A pair of Nobel-winning honorees were among the many highlights of the Laser Institute of America’s 29th International Congress on Applications of Lasers and Electro-Optics (ICALEO®) held Sept. 26-30 in Anaheim, Calif.
Nearly 500 laser users and researchers representing 27 countries and 294 companies converged on the conference, viewed by the laser industry as the premier source of technical information for laser-driven manufacturing. The session featured presentations detailing up-to-the-minute advances in materials processing, microprocessing and nanomanufacturing.
ICALEO 2010 “went exceptionally well,” says LIA Executive Director Peter Baker. “Attendance was the same as last year, which, considering the economy is a very good sign. There was good international attendance, and the quality of the papers was very good. A couple of people who are usually pretty hard critics came and said, ‘I want to tell you the quality is even better than last year.’”
The Business Forum & Panel held Sept. 28 — titled “50 Years of Lasers: What Does the Future Hold?” — provided attendees with an exclusive opportunity to listen to and interact with industry experts, business leaders and decision makers on significant issues facing the laser and photonics industry. Session co-chairs Neil Ball of Directed Light Inc. in San Jose, Calif., and Sri Venkat of Coherent Inc. in Bloomfield, Conn., presided over a lively discussion looking back at key accomplishments over the 50 years of the laser’s existence. The diode laser was the greatest industry advance according to panelists Dr. Bill O’Neill, director of the Centre of Industrial Photonics at the University of Cambridge, and William Lawson, president of New Tech Development in Somerset, Wis. The move of the laser from lab to industrial use was cited as the most significant moment in the laser’s evolution by Paul Crosby, vice president of marketing for Coherent Inc. of Santa Clara, Calif.
In projecting the laser’s future, panelists postulated that such items as laser welders or sewing machines might be made available to the general public — but they cautioned that continued reduction in costs associated with lasers is necessary. China will begin to make more of its own high-end lasers, Crosby said, and fiber and disk lasers will continue to displace diode-pumped solid-state units.
Later, at the Sept. 29 awards luncheon, U.S. Energy Secretary Steven Chu earned LIA’s 2010 Arthur L. Schawlow Award, while laser pioneer Dr. Charles Hard Townes, 95, was presented with the organization’s first Lifetime Achievement Award. Both received standing ovations after their presentations.

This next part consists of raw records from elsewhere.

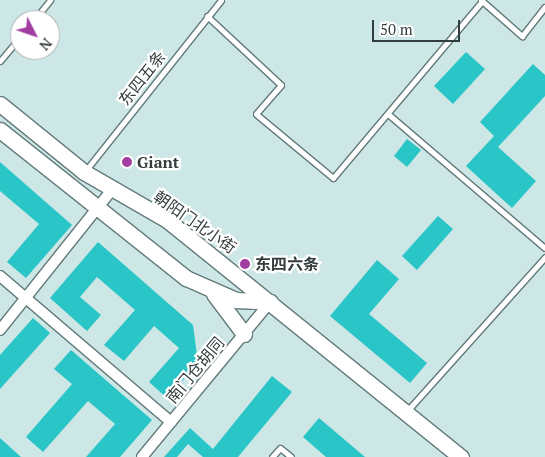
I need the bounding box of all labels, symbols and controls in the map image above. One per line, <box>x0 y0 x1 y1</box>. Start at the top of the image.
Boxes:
north arrow <box>10 10 60 60</box>
scale bar <box>375 10 462 42</box>
text: 50 m <box>380 19 413 39</box>
text: N <box>35 34 57 55</box>
street label: 东四五条 <box>115 47 169 109</box>
place label: Giant <box>137 152 179 172</box>
marker: Giant <box>121 156 133 168</box>
street label: 朝阳门北小街 <box>150 187 240 257</box>
place label: 东四六条 <box>255 254 319 274</box>
marker: 东四六条 <box>239 258 251 270</box>
street label: 南门仓胡同 <box>162 333 228 407</box>

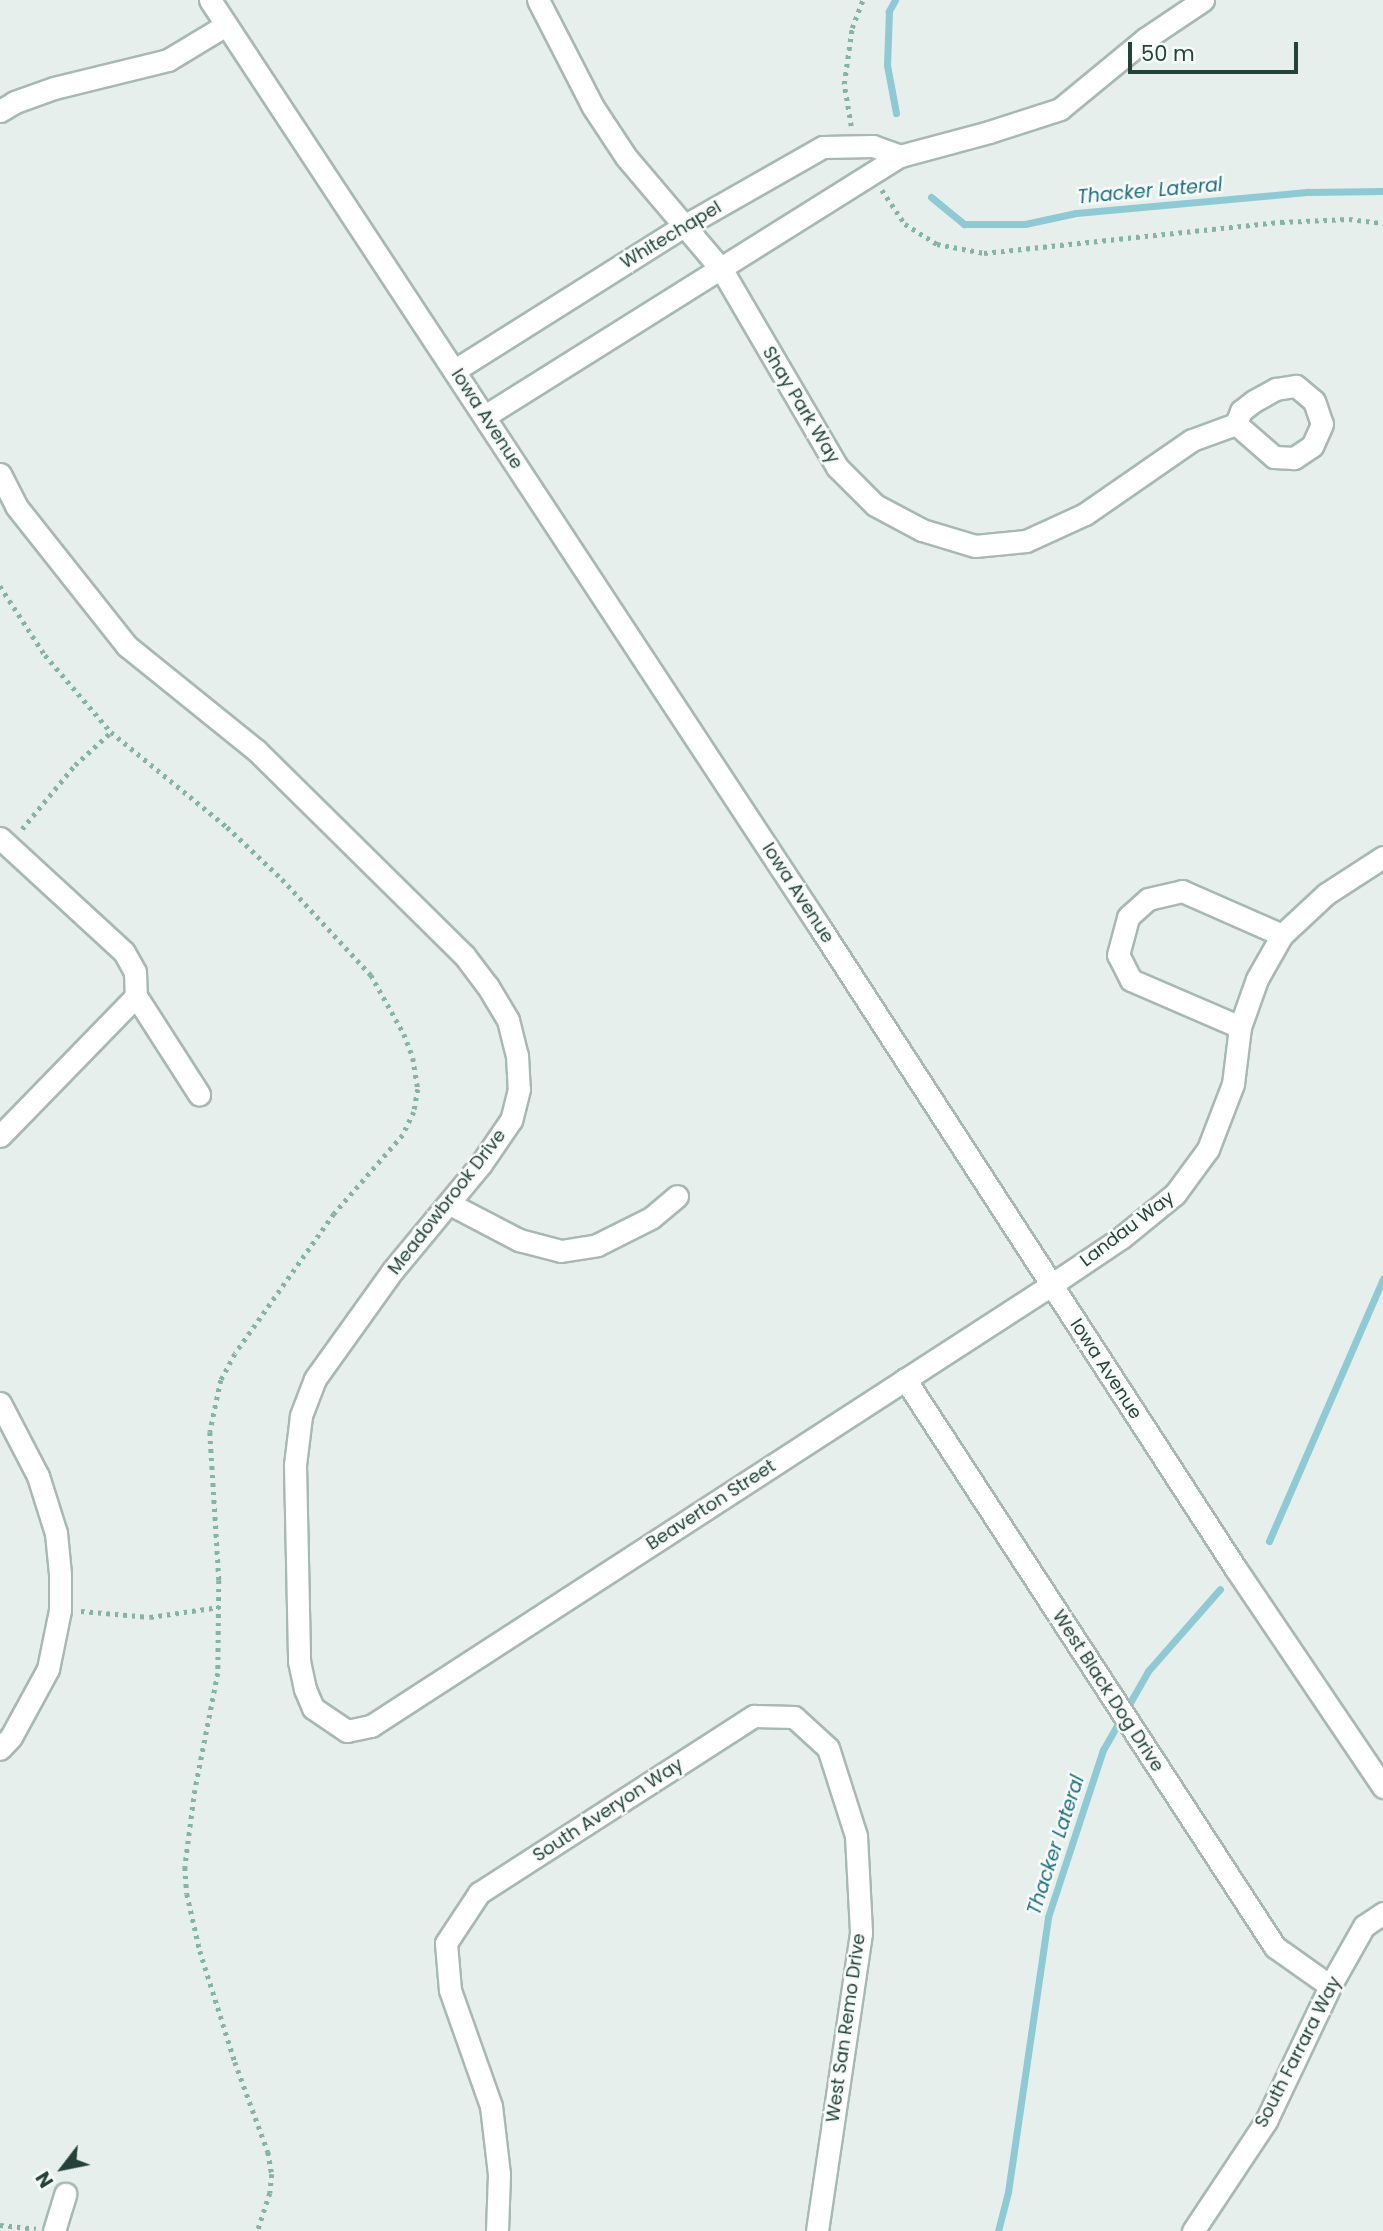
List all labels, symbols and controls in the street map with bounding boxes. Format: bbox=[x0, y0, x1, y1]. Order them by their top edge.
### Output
scale bar bbox=[1131, 28, 1301, 72]
text: 50 m bbox=[1141, 39, 1195, 68]
water label: Thacker Lateral bbox=[1077, 173, 1223, 209]
street label: Whitechapel bbox=[617, 196, 725, 274]
street label: Shay Park Way bbox=[758, 343, 844, 467]
street label: Iowa Avenue bbox=[447, 365, 527, 473]
street label: Iowa Avenue bbox=[758, 839, 838, 947]
street label: Meadowbrook Drive bbox=[384, 1125, 510, 1279]
street label: Landau Way bbox=[1076, 1187, 1178, 1271]
street label: Iowa Avenue bbox=[1066, 1315, 1146, 1423]
street label: Beaverton Street bbox=[642, 1455, 780, 1555]
street label: West Black Dog Drive bbox=[1048, 1606, 1168, 1776]
street label: South Averyon Way bbox=[529, 1753, 687, 1867]
water label: Thacker Lateral bbox=[1023, 1772, 1089, 1918]
street label: West San Remo Drive bbox=[822, 1932, 870, 2124]
street label: South Farrara Way bbox=[1250, 1973, 1346, 2131]
north arrow bbox=[28, 2133, 98, 2203]
text: N bbox=[30, 2166, 60, 2193]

The conference gained critical support from “gold level” sponsors like IPG Photonics, Trumpf, Northrop Grumman, CLAIM, SPI Lasers and LASAG Industrial Lasers; nearly 60 firms exhibited at the conference.
“The Conference was excellent,” said Jie Zhang with Panasonic Boston Laboratory.
LIA, the trusted and respected advocate of cutting-edge applications of laser technology since 1968, will hold its 30th ICALEO in hometown of Orlando, Fla., on Oct. 23-27, 2011.